We just have to abmit that we will get no help from the powers that be.

At least we won't starve!

www.viableselfsufficiency.co.uk

crofter



Joined: 11 Feb 2007
Posts: 2252

PostPosted: Sun Mar 04, 07 12:54 pm    Post subject: Reply with quote
    

VSS wrote:

We just have to abmit that we will get no help from the powers that be.

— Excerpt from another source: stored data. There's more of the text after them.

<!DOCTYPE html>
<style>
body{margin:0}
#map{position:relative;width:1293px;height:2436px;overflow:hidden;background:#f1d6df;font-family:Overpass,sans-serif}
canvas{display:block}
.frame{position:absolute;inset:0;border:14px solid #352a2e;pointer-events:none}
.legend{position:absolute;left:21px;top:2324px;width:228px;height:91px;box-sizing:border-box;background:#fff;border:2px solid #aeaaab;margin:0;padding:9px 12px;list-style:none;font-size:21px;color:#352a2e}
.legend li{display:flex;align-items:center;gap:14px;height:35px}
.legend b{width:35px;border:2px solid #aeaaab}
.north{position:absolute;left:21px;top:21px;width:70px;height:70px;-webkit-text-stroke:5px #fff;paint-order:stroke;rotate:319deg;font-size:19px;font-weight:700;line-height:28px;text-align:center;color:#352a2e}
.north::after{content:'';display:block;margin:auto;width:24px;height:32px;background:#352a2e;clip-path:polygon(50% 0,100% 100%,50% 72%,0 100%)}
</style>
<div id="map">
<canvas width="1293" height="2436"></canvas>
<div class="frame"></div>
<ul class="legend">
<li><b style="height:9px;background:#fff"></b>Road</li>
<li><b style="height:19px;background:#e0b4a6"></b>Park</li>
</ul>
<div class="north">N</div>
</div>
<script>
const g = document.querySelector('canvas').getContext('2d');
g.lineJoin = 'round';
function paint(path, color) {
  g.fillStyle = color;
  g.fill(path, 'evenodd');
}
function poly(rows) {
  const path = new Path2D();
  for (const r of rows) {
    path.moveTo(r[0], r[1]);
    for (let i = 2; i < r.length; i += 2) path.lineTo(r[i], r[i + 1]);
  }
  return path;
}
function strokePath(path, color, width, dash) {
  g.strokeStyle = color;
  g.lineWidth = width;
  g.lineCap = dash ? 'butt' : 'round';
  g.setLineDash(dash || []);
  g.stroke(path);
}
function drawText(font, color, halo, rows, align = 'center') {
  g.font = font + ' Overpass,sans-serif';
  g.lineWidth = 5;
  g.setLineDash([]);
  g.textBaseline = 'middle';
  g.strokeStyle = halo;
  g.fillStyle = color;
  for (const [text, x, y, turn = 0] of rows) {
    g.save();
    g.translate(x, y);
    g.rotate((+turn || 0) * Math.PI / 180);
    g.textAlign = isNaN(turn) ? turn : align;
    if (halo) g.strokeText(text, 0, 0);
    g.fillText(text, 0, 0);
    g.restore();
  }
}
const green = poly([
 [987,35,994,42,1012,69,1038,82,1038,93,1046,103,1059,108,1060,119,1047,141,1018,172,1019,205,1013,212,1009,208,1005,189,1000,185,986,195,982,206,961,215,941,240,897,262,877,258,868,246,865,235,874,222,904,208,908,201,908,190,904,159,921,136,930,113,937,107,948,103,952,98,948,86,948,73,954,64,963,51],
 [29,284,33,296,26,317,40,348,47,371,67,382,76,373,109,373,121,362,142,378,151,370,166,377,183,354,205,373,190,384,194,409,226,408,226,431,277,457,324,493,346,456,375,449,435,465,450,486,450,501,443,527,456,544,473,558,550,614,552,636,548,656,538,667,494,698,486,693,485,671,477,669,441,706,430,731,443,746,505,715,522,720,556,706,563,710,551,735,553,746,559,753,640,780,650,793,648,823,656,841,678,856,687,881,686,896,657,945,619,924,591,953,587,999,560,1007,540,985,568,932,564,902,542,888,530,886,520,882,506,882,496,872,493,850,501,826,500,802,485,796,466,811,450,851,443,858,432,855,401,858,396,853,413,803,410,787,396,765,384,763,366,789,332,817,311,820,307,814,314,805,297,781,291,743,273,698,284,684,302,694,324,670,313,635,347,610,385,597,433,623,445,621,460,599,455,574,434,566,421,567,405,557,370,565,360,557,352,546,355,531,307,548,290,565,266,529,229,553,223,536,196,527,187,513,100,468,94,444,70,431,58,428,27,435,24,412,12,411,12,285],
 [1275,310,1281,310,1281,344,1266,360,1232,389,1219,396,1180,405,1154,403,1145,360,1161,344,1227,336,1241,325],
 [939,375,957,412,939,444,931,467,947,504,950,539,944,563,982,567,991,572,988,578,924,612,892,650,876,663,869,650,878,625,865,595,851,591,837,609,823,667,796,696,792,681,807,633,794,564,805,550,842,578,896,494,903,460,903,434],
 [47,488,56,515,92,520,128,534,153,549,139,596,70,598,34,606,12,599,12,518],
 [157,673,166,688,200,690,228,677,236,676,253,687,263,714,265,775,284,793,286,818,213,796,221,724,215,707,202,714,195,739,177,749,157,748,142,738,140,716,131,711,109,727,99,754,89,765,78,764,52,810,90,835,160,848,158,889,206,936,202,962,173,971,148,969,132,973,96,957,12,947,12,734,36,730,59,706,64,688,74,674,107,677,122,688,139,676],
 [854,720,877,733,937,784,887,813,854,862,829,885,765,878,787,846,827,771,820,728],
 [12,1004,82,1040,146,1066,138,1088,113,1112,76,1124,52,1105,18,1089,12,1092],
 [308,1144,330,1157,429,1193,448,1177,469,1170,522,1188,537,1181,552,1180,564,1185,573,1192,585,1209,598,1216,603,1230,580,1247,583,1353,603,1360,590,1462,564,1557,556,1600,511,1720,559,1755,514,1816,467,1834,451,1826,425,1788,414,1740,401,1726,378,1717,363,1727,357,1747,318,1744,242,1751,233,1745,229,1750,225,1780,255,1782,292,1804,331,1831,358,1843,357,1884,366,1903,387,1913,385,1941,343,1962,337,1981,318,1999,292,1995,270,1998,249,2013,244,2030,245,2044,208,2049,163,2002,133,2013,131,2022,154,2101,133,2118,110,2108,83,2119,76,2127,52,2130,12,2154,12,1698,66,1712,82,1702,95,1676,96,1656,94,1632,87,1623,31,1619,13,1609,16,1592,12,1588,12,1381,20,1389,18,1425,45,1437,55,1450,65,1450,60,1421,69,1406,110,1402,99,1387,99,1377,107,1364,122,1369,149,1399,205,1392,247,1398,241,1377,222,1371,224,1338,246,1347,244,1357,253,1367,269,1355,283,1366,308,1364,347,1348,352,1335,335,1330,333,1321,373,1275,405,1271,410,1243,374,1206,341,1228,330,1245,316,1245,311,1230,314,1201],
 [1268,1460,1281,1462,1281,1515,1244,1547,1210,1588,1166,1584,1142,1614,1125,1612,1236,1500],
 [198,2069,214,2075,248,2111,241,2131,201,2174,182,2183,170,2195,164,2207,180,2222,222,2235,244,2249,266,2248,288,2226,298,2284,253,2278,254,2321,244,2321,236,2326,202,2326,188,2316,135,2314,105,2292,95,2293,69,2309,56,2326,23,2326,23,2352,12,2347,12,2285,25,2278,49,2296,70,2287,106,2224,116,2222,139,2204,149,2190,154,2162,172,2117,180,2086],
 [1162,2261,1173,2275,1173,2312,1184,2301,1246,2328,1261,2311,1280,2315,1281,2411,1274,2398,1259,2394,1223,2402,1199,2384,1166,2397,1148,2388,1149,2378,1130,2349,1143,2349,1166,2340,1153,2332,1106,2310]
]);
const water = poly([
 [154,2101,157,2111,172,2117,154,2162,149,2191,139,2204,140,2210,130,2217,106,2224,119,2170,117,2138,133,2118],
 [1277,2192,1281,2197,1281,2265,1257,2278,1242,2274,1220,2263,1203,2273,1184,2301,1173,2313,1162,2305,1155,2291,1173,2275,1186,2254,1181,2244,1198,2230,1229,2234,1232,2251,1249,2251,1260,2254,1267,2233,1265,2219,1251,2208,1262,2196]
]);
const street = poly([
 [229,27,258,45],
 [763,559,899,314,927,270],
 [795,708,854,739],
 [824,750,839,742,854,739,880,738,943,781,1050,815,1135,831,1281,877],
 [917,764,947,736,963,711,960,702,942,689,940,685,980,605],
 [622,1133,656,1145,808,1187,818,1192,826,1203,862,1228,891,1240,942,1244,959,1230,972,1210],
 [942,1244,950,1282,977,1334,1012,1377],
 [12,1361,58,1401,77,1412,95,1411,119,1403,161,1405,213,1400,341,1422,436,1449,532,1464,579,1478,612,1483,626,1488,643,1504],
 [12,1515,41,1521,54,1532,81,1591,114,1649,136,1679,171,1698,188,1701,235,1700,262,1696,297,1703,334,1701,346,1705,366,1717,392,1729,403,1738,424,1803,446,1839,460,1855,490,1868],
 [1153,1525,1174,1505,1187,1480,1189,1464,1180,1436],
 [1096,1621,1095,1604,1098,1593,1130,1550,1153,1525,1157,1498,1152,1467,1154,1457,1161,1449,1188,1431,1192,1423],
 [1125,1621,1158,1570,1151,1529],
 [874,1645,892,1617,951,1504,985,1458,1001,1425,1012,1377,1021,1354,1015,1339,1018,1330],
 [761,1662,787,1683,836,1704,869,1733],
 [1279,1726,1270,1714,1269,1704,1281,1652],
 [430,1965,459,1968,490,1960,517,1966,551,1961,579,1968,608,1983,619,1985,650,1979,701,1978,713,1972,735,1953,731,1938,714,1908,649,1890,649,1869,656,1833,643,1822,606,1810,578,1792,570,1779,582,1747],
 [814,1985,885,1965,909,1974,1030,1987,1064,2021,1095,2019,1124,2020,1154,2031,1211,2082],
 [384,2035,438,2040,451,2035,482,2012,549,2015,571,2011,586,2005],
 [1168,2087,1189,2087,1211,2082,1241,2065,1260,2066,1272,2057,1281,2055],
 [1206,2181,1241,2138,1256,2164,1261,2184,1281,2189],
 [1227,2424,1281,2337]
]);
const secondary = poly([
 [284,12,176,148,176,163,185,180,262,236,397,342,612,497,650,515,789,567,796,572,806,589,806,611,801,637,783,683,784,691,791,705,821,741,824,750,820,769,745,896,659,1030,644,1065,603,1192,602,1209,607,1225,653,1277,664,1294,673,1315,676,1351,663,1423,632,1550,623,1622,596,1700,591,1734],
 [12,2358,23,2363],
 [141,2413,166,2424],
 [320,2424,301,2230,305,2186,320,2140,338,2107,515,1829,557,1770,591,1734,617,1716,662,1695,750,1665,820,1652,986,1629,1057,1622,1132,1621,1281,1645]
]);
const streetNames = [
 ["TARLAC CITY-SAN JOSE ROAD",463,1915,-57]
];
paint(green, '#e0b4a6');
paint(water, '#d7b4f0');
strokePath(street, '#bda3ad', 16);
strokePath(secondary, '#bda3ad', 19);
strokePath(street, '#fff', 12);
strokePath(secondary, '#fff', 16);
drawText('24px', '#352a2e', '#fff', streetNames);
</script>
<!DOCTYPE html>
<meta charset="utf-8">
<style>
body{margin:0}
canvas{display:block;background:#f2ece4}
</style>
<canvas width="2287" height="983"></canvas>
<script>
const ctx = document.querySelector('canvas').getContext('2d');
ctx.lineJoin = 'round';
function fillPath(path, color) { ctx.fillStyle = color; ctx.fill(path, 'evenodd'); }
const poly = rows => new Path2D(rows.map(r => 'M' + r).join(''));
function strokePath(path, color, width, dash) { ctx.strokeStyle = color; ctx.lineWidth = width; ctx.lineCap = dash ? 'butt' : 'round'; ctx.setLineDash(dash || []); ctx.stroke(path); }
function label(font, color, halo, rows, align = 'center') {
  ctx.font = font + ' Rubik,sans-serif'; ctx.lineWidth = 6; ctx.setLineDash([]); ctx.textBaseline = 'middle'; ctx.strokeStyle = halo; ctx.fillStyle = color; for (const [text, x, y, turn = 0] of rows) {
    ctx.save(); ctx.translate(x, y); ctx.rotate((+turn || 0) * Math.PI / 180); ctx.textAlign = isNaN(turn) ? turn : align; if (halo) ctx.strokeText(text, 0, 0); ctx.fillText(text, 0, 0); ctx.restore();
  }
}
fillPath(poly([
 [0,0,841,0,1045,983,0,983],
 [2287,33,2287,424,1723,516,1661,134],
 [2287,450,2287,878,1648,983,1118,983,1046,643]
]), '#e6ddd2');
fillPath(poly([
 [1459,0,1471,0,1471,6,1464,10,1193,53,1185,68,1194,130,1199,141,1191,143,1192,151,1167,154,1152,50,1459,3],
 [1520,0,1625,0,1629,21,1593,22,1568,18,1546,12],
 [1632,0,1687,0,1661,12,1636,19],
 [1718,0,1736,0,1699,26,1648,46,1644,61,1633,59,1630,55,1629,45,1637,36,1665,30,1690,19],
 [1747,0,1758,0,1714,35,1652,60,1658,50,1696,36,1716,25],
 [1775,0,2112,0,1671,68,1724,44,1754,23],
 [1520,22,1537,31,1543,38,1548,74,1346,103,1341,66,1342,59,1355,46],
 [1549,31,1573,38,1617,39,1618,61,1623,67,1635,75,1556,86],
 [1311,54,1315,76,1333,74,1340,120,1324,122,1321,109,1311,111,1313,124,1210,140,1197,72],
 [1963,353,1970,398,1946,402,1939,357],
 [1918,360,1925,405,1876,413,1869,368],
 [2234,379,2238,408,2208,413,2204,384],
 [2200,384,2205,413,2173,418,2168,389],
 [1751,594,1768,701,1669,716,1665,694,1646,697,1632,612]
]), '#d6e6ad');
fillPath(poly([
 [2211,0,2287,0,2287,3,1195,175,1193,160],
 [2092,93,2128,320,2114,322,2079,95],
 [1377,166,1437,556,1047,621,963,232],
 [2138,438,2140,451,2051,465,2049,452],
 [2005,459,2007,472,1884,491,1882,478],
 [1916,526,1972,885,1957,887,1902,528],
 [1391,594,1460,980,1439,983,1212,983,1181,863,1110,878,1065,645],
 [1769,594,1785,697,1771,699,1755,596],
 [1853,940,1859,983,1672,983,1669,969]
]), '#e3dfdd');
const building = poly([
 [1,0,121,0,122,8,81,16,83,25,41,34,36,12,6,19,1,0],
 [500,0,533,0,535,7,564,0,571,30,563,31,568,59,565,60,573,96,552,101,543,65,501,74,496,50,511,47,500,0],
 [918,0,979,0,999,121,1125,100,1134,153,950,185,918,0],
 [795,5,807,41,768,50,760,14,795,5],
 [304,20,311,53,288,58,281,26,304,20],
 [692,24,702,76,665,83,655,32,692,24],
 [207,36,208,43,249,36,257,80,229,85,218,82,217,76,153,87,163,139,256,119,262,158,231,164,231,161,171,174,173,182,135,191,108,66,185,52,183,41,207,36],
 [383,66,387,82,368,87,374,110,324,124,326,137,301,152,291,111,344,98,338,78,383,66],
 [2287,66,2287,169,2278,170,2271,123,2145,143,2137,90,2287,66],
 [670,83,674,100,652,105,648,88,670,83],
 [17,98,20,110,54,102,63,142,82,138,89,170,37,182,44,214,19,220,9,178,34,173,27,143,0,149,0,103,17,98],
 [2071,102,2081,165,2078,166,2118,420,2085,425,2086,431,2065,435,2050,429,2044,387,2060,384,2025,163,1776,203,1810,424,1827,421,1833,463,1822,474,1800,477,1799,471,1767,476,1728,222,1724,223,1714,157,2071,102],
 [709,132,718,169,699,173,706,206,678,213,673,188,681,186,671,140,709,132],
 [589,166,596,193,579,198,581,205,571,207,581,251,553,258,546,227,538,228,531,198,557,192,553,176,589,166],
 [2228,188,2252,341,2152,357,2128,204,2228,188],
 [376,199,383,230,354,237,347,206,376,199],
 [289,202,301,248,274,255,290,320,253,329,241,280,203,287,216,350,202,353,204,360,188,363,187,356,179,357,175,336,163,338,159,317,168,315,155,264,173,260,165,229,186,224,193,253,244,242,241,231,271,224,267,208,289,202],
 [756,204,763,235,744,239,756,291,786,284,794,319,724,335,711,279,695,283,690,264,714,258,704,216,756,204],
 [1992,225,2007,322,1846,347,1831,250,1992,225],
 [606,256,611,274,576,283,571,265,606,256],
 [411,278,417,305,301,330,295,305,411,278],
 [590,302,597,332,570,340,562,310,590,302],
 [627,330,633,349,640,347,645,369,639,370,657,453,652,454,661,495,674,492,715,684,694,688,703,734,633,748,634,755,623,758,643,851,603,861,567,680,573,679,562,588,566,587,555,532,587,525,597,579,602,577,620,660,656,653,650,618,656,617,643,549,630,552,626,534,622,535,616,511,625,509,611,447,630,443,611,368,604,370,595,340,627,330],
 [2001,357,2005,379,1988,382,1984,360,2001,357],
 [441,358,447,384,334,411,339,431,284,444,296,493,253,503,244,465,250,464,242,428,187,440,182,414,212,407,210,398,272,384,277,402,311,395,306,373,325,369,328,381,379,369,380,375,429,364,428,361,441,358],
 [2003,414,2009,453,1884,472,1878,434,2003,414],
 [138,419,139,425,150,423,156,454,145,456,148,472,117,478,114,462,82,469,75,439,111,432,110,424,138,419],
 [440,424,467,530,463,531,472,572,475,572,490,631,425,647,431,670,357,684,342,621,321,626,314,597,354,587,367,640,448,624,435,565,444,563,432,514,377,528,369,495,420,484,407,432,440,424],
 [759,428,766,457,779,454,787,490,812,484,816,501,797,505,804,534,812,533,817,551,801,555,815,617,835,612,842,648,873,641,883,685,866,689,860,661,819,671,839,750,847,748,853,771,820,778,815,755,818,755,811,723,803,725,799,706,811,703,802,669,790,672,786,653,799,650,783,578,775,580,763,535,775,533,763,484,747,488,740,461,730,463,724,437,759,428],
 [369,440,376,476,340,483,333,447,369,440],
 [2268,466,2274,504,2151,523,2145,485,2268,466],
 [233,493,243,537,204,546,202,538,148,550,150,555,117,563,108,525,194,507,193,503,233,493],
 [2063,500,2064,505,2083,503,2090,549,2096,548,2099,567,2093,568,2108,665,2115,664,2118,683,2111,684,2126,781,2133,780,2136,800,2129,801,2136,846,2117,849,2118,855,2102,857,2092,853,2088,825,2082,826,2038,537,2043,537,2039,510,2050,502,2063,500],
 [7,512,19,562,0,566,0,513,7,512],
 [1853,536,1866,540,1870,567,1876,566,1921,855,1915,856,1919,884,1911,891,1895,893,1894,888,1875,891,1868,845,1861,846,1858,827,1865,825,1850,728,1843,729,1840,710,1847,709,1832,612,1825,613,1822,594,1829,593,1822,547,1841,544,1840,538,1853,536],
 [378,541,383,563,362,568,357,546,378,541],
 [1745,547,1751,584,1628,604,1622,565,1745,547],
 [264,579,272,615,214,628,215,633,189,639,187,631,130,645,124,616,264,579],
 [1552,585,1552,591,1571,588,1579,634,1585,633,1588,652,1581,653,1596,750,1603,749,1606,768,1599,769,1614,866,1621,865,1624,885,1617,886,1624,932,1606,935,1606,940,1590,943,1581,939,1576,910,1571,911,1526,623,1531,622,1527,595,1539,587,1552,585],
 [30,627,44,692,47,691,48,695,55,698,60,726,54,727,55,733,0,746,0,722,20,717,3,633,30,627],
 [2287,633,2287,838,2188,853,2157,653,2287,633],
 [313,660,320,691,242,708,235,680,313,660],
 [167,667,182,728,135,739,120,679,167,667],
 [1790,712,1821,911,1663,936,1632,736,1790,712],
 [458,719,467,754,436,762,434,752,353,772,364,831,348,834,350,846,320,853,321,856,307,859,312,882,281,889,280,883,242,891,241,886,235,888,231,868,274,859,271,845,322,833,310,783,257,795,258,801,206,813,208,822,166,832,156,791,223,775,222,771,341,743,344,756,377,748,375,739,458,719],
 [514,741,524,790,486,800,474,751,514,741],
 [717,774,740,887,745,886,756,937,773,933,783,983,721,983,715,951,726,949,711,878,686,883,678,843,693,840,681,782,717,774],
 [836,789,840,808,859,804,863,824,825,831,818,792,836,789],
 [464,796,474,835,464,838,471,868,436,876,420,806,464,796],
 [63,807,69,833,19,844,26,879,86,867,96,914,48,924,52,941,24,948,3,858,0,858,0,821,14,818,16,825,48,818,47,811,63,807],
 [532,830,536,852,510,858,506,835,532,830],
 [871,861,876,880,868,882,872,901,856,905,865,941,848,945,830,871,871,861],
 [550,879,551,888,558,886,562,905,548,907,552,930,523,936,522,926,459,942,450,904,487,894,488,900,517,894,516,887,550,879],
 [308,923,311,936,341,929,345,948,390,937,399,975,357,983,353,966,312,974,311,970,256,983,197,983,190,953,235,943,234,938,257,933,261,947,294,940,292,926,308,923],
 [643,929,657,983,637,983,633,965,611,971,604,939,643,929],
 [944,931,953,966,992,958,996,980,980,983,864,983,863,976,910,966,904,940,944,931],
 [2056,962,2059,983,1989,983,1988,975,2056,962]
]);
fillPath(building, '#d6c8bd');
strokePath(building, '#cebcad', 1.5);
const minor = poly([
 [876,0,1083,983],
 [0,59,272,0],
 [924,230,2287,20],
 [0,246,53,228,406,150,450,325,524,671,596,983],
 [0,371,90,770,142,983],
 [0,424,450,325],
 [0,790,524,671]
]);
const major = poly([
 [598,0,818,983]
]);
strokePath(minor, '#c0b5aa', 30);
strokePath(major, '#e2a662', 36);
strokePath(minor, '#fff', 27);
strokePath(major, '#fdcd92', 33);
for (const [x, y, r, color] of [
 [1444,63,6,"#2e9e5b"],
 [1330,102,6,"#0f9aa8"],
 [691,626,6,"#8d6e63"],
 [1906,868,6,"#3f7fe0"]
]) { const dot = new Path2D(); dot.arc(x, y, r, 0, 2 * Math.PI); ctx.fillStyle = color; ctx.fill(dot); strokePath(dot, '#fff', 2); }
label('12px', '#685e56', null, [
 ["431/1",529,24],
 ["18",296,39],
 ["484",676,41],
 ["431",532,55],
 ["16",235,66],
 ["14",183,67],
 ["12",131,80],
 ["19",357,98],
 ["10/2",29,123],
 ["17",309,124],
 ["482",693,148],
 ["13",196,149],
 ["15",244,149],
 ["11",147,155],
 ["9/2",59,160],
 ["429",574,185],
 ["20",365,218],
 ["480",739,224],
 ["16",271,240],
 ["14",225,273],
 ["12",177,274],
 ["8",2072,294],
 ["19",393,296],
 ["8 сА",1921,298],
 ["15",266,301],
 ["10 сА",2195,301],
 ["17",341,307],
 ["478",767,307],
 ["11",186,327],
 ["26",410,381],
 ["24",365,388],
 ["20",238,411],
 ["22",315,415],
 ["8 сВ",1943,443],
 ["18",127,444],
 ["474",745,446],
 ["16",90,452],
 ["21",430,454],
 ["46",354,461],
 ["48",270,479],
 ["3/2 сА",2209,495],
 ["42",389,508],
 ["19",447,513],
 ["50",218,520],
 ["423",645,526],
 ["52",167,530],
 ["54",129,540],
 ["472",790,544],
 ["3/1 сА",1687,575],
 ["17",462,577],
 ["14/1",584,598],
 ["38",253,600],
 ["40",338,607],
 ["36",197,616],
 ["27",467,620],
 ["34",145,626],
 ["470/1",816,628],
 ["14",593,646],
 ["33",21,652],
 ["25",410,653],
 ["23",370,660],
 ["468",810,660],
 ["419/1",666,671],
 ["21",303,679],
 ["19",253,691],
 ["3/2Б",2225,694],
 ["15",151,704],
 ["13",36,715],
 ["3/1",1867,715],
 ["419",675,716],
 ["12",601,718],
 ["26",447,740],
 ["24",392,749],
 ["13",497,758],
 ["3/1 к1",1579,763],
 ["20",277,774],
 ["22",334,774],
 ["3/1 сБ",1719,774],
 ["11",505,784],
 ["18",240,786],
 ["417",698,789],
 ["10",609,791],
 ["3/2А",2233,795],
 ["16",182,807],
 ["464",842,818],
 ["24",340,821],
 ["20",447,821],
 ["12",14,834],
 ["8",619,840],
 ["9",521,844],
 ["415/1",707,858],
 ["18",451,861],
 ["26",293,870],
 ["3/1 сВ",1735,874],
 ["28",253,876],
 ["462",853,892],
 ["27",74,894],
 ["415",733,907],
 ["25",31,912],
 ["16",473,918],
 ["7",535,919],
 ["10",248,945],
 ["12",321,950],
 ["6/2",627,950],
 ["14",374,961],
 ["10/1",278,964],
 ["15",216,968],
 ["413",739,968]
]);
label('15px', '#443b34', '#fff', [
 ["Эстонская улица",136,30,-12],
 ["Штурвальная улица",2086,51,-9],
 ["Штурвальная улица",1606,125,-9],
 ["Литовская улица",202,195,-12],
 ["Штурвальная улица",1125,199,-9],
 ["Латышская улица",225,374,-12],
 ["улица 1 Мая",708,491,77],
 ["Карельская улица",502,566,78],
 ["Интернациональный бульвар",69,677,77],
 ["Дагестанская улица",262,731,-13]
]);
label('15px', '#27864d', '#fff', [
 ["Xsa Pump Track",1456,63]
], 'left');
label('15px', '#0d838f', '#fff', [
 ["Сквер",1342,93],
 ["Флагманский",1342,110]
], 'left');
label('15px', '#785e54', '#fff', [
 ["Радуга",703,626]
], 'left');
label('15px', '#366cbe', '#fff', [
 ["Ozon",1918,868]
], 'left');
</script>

No. What we get is a mountain of paperwork and regulations, over-zealous inspectors and less freedom to farm with each passing year. Government will sacrifice farming to meet environmental targets, (nitrates, livestock methane etc)

Green Man



Joined: 23 Jul 2006
Posts: 5272
Location: Rural Scotland.
PostPosted: Sun Mar 04, 07 4:40 pm    Post subject: Reply with quote
    

Agriculture is Britain's last industry to export. Farmers, thanks to the subsidies the French and Germans fought for, are so much more resilient than textile or manufacturing businessmen that have long since relocated. The difference is, if agriculture is relocated abroad, what is to become of our manicured landscape? Are we really all prepared to watch it revert to non-productive scrub?

Rob R



Joined: 28 Oct 2004
Posts: 31902
Location: York
PostPosted: Sun Mar 04, 07 8:24 pm    Post subject: Reply with quote
    

wellington womble wrote:
how most people judge food, but comparing Rob's beef Tesco's is like comparing a ford fiesta to a Ferrari. Totally differnt product


The difference is though that a Ferrari & a Fiesta have a huge price differential. My beef price is based upon an average retail price. Which makes the point that decent food doesn't need to be expensive, it just often is to make people buy it, for the reasons Nick states.

Rob R



Joined: 28 Oct 2004
Posts: 31902
Location: York
PostPosted: Sun Mar 04, 07 8:33 pm    Post subject: Reply with quote
    

Cho-ku-ri wrote:
Farmers, thanks to the subsidies the French and Germans fought for, are so much more resilient than textile or manufacturing businessmen that have long since relocated.

Are we really all prepared to watch it revert to non-productive scrub?


This is a common misconception that subsidies have helped British farmers. Yes, short term, they improved the viability of some farming enterprises but they, along with the regulations & stipulations that go with them, have held the industry back, resistant to change. Some sectors didn't have the subs,such as pigs & poultry, which meant that to compete with the subsidised sectors they had to go more intensive to be viable. If we hadn't had the subs, I can't see there would have been as much intensive farming as has developed.

Lorrainelovesplants



Joined: 13 Oct 2006
Posts: 6521
Location: Dordogne
PostPosted: Tue Apr 24, 07 4:57 pm    Post subject: Reply with quote
    


ANYWAY

To get back to the point of making money from a smallholding...
Weve been trying to do the same thing now for over a year. Its been hard, but we do B&B supplemented by plant sales supplemented by part time lecturing.

The tourist thing is where the money is. Any animals will just drain money away (even though we love them). Our 'business' allows us to keep the animals, otherwise it wouldnt be cost effective.

Ideas for you -
country cream teas
camping/caravanning
making and selling chicken huts/rabbit hutches.
secure Boat storage
Growing herbs to sell to local restaurants/fruit/veg shops
Farm/grow turf for the landscape industry
install Fish lakes

AND I totally agree that the ag tie system is bo**ocks!
Trying to 'farm' one acre has proved a joke. And what agricultural worker could ever afford an ag tie property in Cornwall!!